The resolution, led by activist shareholders called Follow This, will be voted on at Shell's annual general meeting on May 21.
The company stated, "Your Directors believe that Resolution 23 is against both good governance and shareholders' interests, and also has negative consequences for our customers."
"The resolution, if approved, would have a material negative financial impact on the Company and its ambition to be the investment case through the energy transition."
"Your Directors believe that Resolution 23 will also not mitigate global warming - it could potentially have the opposite impact and also negatively impact energy security."

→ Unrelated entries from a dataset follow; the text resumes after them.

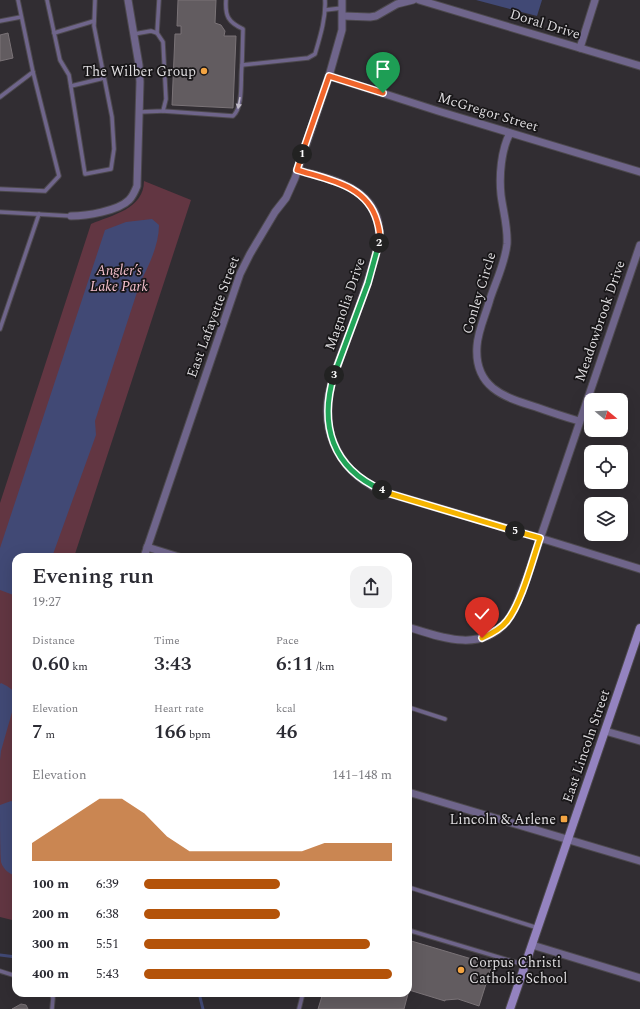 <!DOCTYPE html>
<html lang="en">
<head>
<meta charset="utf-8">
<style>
  :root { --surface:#fff; --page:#f2f2f3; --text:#2b2b33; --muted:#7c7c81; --accent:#b45309 }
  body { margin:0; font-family:Spectral,serif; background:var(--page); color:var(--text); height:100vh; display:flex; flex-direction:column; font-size:15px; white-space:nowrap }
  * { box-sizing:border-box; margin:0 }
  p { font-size:13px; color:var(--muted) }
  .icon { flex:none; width:22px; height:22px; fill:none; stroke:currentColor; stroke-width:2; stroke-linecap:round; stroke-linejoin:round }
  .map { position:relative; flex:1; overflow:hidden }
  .details { position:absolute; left:12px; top:553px; width:400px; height:444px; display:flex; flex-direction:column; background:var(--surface); border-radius:12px; box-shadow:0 4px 16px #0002 }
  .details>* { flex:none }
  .needle { width:26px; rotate:108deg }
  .buttons { position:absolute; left:584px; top:393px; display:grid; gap:8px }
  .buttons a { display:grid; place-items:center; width:44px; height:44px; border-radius:8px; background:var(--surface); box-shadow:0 4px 16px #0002; font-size:20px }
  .pin { position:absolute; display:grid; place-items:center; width:34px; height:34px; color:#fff; margin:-41px -17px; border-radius:50% 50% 50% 0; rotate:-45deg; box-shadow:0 0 4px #0007 }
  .pin .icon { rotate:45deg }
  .km { position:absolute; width:20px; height:20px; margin:-10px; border-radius:50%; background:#222; color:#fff; font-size:11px; line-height:20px; text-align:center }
  .round { display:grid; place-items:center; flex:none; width:42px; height:42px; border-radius:12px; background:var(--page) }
  .head { display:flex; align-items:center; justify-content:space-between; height:68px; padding:0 20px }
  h1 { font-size:22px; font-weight:600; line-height:30px }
  .metrics { display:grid; grid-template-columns:repeat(3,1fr); gap:6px; height:68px; padding:4px 20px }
  .metrics div { display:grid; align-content:center }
  .metrics b { font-size:20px; font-weight:600 }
  .metrics small { font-size:11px; font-weight:400 }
  .metrics p { font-size:11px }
  .chart { height:112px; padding:8px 20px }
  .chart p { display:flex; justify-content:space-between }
  .chart svg { width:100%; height:72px; margin-top:4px; fill:var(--accent); opacity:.7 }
  ul { padding:0 20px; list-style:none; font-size:13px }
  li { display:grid; grid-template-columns:64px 48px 1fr; align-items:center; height:30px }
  li i { height:10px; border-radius:5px; background:var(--accent) }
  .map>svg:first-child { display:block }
</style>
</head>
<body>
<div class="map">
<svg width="640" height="1009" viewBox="0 0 640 1009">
  <rect width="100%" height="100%" fill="#312d32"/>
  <path fill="#623642" d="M144,181L191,200L74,557H16V921L0,917V503L91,224C112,215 144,209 144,181Z"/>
  <g fill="#414975">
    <path d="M476,0H542L537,16Z"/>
    <path d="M152,219L159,225C159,245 149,265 140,283L95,421L96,435L52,557H16V596L0,590V548L105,230L126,222Z"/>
    <path d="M1,683L7,686L15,692L16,698L1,751L0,760V684Z"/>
    <path d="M11,801L16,803V876C9,874 3,869 1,862C0,853 0,816 0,805Z"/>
  </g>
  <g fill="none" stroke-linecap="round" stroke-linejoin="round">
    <g stroke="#414975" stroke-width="3">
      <path d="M0,955L16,957"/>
      <path d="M199,993L203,1009"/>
    </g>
  </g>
  <g fill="#625c60" stroke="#7a7377">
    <path d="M178,0H216L215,23L221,25L225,31L224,36H236L233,108L172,105L175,34H181V26H177Z"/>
    <path d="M8,33L13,58L0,61V35Z"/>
    <path d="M408,940L492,965L479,1006L458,999L445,1000V1001L409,990L404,1009H318L323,993H358L367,996L368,993H408Z"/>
    <path d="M21,1004L26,1005L28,1009H12Z"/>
  </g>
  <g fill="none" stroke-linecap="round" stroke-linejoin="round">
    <defs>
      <g id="service">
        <path d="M47,0L60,60L69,75L85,174L111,169L114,149L112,117L94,26L95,0"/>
        <path d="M226,0C225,16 228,22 243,29L242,65L308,58L315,54C320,37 326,18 325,0"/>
        <path d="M325,10L342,8"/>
        <path d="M0,21L21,17"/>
        <path d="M54,33L94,21"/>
        <path d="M157,33L159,0"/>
        <path d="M134,34L151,31L157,33L163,42L166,99L163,111L139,112"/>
        <path d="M71,86L104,78"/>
        <path d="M0,97L33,72"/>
        <path d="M163,111L233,116C244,106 240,79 242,65"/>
        <path d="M0,189L45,191L59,176L33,72L18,0"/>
        <path d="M0,212L71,216"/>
        <path d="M0,329L39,214"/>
        <path d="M408,707L445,719"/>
        <path d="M408,887L538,928"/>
        <path d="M408,930L525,965"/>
        <path d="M0,971L16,976"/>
        <path d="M51,993L53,998L52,1009"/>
        <path d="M299,1009L303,993"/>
      </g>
      <g id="minor">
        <path d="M419,0L640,66"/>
        <path d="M343,16L370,17L376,16L397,4L413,0"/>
        <path d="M580,48L595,0"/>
        <path d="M329,76L438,111L640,172"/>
        <path d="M510,133C501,150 499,176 501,195C503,211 508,227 507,244C505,263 496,281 490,299C486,314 478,330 477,346C474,387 503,397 536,407C550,412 565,417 579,421"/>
        <path d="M297,170C321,177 354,182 370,204C385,225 379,245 372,267C364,294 354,321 344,347C338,364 331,381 328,399C323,433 340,467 369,484C375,489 383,491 391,494L540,538L640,569"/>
        <path d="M71,216C86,216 118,211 129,200C133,196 135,191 137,186L140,82L139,65L128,0"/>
        <path d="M147,547L179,557"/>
        <path d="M144,557L240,274L250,254L275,212L286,198L295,178L329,76L342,30V0"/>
        <path d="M408,627C440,637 480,653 506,622C516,611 520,593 526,580L640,245"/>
        <path d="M605,731L640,741"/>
        <path d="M408,792L640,861"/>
        <path d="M532,945L640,978"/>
      </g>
      <path id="secondary" d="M510,1009L640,628"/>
    </defs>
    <use href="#service" stroke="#4d494e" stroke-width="5.5"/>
    <use href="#minor" stroke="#4d494e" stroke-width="9"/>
    <use href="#secondary" stroke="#4d494e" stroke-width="10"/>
    <use href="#service" stroke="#6f658b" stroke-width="3.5"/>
    <use href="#minor" stroke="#6f658b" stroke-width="7"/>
    <use href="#secondary" stroke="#9483c0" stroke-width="8"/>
  </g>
  <defs><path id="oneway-solid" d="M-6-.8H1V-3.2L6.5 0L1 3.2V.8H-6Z"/></defs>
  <use fill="#bdb8c6" href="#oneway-solid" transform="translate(239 103) rotate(100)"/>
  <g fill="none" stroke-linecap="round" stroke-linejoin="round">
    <defs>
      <path id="split-1" d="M302,154L329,76L383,93"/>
      <path id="split-2" d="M302,154L297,170C329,180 367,185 377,221C379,228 381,235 379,243"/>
      <path id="split-3" d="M334,375L368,283L379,243"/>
      <path id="split-4" d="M334,375C319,425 332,468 382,490"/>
      <path id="split-5" d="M382,490L391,494L515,531"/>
      <path id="split-6" d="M482,638C491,634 501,629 507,621C522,602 532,561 540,538L515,531"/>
    </defs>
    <use href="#split-1" stroke="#fff" stroke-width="8"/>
    <use href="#split-2" stroke="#fff" stroke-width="8"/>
    <use href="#split-3" stroke="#fff" stroke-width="8"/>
    <use href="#split-4" stroke="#fff" stroke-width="8"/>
    <use href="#split-5" stroke="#fff" stroke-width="8"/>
    <use href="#split-6" stroke="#fff" stroke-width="8"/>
    <use href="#split-1" stroke="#f0652b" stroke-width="5"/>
    <use href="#split-2" stroke="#f0652b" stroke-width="5"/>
    <use href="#split-3" stroke="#22a559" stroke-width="5"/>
    <use href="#split-4" stroke="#22a559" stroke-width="5"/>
    <use href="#split-5" stroke="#f5b400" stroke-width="5"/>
    <use href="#split-6" stroke="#f5b400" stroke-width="5"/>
  </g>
  <g fill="#f3a442" stroke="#181618" stroke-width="1.5">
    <circle cx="204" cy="71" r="4"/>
    <rect x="560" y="815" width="8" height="8" rx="2"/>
    <circle cx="461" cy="970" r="4"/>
  </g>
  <g text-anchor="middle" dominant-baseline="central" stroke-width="3.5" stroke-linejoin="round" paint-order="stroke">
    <g font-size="14" fill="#dedcdf" stroke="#181618">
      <text transform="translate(545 24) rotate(17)">Doral Drive</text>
      <text transform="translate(488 112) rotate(17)">McGregor Street</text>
      <text transform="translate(479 293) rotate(-73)">Conley Circle</text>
      <text transform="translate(345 304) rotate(-71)">Magnolia Drive</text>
      <text transform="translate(213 317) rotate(-70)">East Lafayette Street</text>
      <text transform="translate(600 321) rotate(-71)">Meadowbrook Drive</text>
      <text transform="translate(586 746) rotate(-71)">East Lincoln Street</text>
    </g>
    <g font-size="14" fill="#dedcdf" stroke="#181618" text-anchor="end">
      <text x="196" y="71">The Wilber Group</text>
      <text x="556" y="819">Lincoln &amp; Arlene</text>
      <text x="469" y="962" text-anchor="start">Corpus Christi<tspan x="469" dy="16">Catholic School</tspan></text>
    </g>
    <g font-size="14" font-style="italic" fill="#f5c0cd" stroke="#181618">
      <text x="119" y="270">Angler’s<tspan x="119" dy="16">Lake Park</tspan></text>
    </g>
  </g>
</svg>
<div class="buttons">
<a><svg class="needle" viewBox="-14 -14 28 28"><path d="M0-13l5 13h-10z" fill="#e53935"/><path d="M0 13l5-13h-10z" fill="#7c7c81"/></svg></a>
<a><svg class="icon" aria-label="locate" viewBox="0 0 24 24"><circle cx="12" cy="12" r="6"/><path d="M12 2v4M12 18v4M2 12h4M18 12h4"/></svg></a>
<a><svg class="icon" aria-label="layers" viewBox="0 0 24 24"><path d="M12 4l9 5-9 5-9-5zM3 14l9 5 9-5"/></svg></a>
</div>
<div class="pin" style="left:383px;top:93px;background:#1e9e55"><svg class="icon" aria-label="arrive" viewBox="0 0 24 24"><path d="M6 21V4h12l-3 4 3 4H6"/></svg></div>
<div class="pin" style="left:482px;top:638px;background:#d93025"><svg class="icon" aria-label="check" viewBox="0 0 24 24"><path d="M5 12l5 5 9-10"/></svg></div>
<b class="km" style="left:302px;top:154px">1</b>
<b class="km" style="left:379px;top:243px">2</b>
<b class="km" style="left:334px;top:375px">3</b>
<b class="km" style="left:382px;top:490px">4</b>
<b class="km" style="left:515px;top:531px">5</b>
<section class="details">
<div class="head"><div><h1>Evening run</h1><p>19:27</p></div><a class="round"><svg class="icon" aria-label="share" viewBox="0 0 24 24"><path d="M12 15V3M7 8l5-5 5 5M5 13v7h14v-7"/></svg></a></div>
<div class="metrics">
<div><p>Distance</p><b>0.60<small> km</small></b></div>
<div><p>Time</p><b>3:43</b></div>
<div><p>Pace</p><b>6:11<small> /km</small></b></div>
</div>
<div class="metrics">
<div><p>Elevation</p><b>7<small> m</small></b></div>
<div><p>Heart rate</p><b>166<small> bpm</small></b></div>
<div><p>kcal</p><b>46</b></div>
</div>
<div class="chart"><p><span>Elevation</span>141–148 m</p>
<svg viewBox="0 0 160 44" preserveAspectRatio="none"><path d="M0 44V33L10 24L20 15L30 6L40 6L50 15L60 29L70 38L80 38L90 38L100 38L110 38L120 38L130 33L140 33L150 33L160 33V44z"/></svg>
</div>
<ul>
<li><b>100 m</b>6:39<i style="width:55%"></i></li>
<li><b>200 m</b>6:38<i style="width:55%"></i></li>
<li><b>300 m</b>5:51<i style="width:91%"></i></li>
<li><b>400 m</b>5:43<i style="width:100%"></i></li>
</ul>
</section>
</div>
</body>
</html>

The resolution, filed by a group of investors (with around $4 trillion under management), asks Shell to align its medium-term carbon reduction targets with the Paris Climate Agreement (comprising emissions from fuels burnt by its consumers), as per Reuters.
The report quoted Follow This founder Mark van Baal, who said, "Shell's rejection of this fair ask by 27 of its largest investors demonstrates the company's intention to stay on collision course with the Paris Climate Agreement."
Last month, the oil giant lowered the net carbon intensity of the energy products it sells by 6.3% compared to 2016, the third consecutive year of hitting the target.
The company set a new ambition to reduce customer emissions from the use of its oil products by 15%-20% by 2030 compared with 2021 and against its previous target of 20%.
Price Action: SHEL shares are up 0.46% at $71.39 on the last check Wednesday.